0 Heart it! Heather Davis 77
October 7, 2018
Heather Davis
0 Heart it! 77

A yang of #MeToo is it’s time for the good guy to be heard and seen for all the things we say is good in them. Celebrate their willingness to be emotional and vulnerable and help them navigate what society is asking of them. 

Everything happens for a reason is the repeated message in ABC’s new show, A Million Little Things. The truth is most things happen because something else happened.  We are creatures of yin and yang…cause and effect. 

It’s been the year of #MeToo in our culture. Well-intentioned, long overdue voices have spoken and made great changes.

The silent voice this year… the good guy.  We all know them. Hopefully, they are our husbands, fathers, co-workers, neighbors. They are the men who stand by us as we fight for women to continue to be treated with respect. 

But these great men are having conversations of their own. They are living in an environment that has changed rapidly. The message to be more outwardly sensitive has arrived and a lot of men are embracing it. More involved in their relationships and enjoying the rewards that come from doing so; it is important to recognize this is still very new territory for them. There are few examples of how society has drawn the lines for what’s acceptable as they charter this new environment of behavior. 

Enter in the fall line-up on network TV and new frontrunner, A Million Little Things. 

We have seen some strong male characters the past decade with Zeek Braverman of Parenthood, Frank Reagan of Blue Bloods, Eric Taylor of Friday Night Lights, and Jack Pearson of This is Us. These characters have been engaged in their families, friends and community. All four raised during a “men must be masculine” era.  America has loved and cherished these characters as they walk the line of being a guy’s guy with a sensitive side. 

A Million Little Things takes it a step further. The suicide of a main character five minutes into the show’s premiere is the loud distraction capturing attention and headlines…and for good reason. Underneath that is what I predict to be the longer conversation surrounding the show and the effect it could have on our culture.  How do men navigate what’s been ingrained in them since birth with what society is signaling they expect of them now? 

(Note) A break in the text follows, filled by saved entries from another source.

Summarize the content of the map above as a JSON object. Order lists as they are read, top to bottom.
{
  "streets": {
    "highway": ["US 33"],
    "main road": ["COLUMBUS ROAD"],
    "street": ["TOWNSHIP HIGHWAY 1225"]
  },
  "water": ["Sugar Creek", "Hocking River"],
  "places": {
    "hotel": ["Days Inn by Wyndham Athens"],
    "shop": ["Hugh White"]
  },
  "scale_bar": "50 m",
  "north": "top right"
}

Be emotional yet masculine. 

Men need a handbook for this. Will this new show give them a pop culture version of that? The male characters talk openly about feelings and grapple with how to express themselves and still be accepted. We watch as they talk to each other, their spouses, their children and even support groups. Yet, the overriding message is without this openness, a tragedy can occur. 

In the series, the women are background characters. They are the support roles while we watch something new play out between the men. As the center of emotional discussions and situations, the male characters still partake in traditional male pastimes such as sporting events, bantering in a bar, and time to themselves. 

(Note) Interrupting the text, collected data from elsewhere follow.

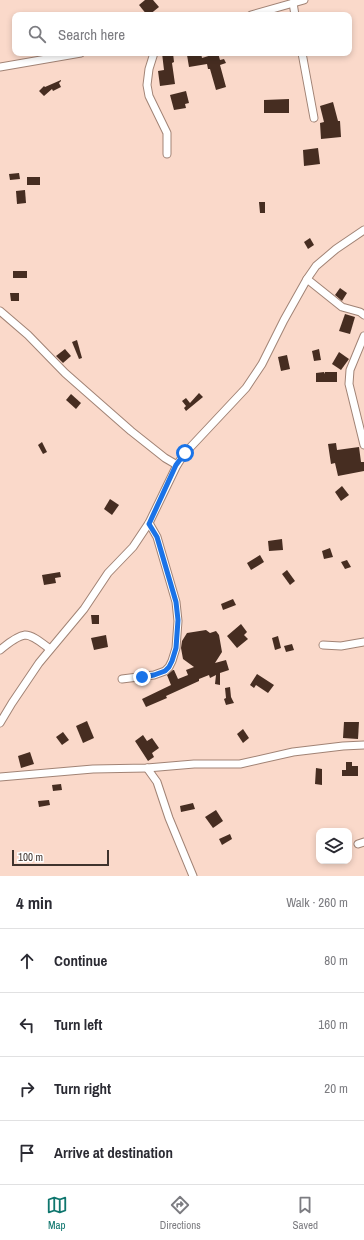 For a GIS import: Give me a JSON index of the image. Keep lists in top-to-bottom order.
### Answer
{
  "scale_bar": "100 m",
  "page": {
    "search": "Search here",
    "scale": "100 m",
    "heading": ["4 min", "Walk · 260 m"],
    "list": [
      ["Continue", "80 m"],
      ["Turn left", "160 m"],
      ["Turn right", "20 m"],
      "Arrive at destination"
    ],
    "nav": ["Map", "Directions", "Saved"]
  }
}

How do we as women support the men around us as they adapt? This show for one is a conversation starter. Invite the men in your life to watch and discuss it. Media is an easy introduction into these topics. It’s a third party arena and can represent feelings without being too personal. 

Daring Greatly and Braving the Wilderness are wonderful books to discuss with the men in your life. Author Brene’ Brown who writes on vulnerability and guilt presents her research and theories to a gender neutral audience.  My husband and I read these books independently and had real and wonderful talks after reading them.  Also, in the past few years, my father and I have drawn closer and talk about our feelings more than we used to. It has been a welcome addition to our relationship that was once based mostly in small talk. 

How can you do your part? Watch for opportunities to welcome men into this part of our culture. Encourage them when they speak openly, listen and give feedback. Show them how to enjoy intimacy through words and vulnerability. With our male youth, start now. Stop reinforcing the male driven messages of years past. Practice acceptance for who they are and help redefine what masculinity means for future generations. 

The first two episodes of A Million Little Things are a hot topic in social media this week. It’s important to recognize the undercurrent of this show and why we are really talking about it. It’s our own call to the good guys and asking them to be more visible in our culture. Are we ready to reward and encourage them for their changing ways? 

Are you? #MeToo.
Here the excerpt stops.